🤖 AI Summary
Diffusion-based reinforcement learning (RL) for alignment commonly suffers from reward hacking—manifesting as degraded sample quality, over-stylization, and reduced diversity. To address this, we propose Data-Regularized Diffusion Reinforcement Learning (DR-DRL), a novel framework that anchors the policy distribution to the offline data distribution via a forward KL divergence constraint, enabling unbiased and robust integration of RL optimization with standard diffusion training. DR-DRL jointly optimizes for reward maximization and diffusion loss minimization, while incorporating offline data regularization and scalable RL techniques tailored for high-resolution video generation. Evaluated over millions of GPU-hours and tens of thousands of double-blind human assessments, DR-DRL achieves significant improvements in human preference scores and diversity metrics. To our knowledge, it establishes the first scalable, high-fidelity post-training paradigm for diffusion models.
📝 Abstract
Aligning generative diffusion models with human preferences via reinforcement learning (RL) is critical yet challenging. Most existing algorithms are often vulnerable to reward hacking, such as quality degradation, over-stylization, or reduced diversity. Our analysis demonstrates that this can be attributed to the inherent limitations of their regularization, which provides unreliable penalties.
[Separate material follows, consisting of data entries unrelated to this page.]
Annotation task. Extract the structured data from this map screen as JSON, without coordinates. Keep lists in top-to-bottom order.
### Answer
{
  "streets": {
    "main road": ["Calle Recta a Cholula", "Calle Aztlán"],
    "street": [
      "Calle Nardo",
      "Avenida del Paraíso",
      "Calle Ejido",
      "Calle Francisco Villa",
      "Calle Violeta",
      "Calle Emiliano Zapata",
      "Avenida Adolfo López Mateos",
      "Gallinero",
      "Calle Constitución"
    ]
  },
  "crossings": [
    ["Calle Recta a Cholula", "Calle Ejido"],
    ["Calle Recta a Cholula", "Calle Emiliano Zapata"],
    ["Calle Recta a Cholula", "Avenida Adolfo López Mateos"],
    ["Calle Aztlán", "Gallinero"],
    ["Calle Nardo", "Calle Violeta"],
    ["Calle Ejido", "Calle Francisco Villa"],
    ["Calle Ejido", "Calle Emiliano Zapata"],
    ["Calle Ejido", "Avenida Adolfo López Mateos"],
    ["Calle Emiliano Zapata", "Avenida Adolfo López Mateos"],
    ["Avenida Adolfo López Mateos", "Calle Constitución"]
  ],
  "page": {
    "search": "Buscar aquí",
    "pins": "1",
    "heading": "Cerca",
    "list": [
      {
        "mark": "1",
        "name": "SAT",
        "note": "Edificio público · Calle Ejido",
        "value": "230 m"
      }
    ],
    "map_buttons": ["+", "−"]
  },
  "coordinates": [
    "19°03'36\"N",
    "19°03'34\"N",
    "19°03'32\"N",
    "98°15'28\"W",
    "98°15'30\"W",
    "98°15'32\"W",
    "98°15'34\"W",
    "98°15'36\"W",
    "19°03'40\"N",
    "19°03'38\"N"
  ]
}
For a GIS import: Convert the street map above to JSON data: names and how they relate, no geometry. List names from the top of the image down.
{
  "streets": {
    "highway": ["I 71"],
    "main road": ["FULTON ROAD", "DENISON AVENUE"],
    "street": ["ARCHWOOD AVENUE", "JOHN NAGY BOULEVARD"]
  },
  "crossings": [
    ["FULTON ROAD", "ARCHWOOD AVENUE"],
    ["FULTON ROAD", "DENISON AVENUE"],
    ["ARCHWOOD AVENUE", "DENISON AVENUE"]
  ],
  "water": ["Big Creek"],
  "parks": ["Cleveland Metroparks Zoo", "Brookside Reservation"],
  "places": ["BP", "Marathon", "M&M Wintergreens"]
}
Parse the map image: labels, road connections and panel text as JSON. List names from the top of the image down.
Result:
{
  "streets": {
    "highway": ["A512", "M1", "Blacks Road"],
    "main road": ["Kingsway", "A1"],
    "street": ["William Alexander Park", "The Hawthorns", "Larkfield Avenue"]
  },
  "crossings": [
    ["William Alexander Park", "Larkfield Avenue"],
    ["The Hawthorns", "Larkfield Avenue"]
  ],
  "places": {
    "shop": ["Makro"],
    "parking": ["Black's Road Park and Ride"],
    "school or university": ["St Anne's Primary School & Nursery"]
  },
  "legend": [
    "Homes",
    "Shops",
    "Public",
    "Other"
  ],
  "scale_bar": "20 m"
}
We introduce Data-regularized Diffusion Reinforcement Learning (DDRL), a novel framework that uses the forward KL divergence to anchor the policy to an off-policy data distribution. Theoretically, DDRL enables robust, unbiased integration of RL with standard diffusion training. Empirically, this translates into a simple yet effective algorithm that combines reward maximization with diffusion loss minimization. With over a million GPU hours of experiments and ten thousand double-blind human evaluations, we demonstrate on high-resolution video generation tasks that DDRL significantly improves rewards while alleviating the reward hacking seen in baselines, achieving the highest human preference and establishing a robust and scalable paradigm for diffusion post-training.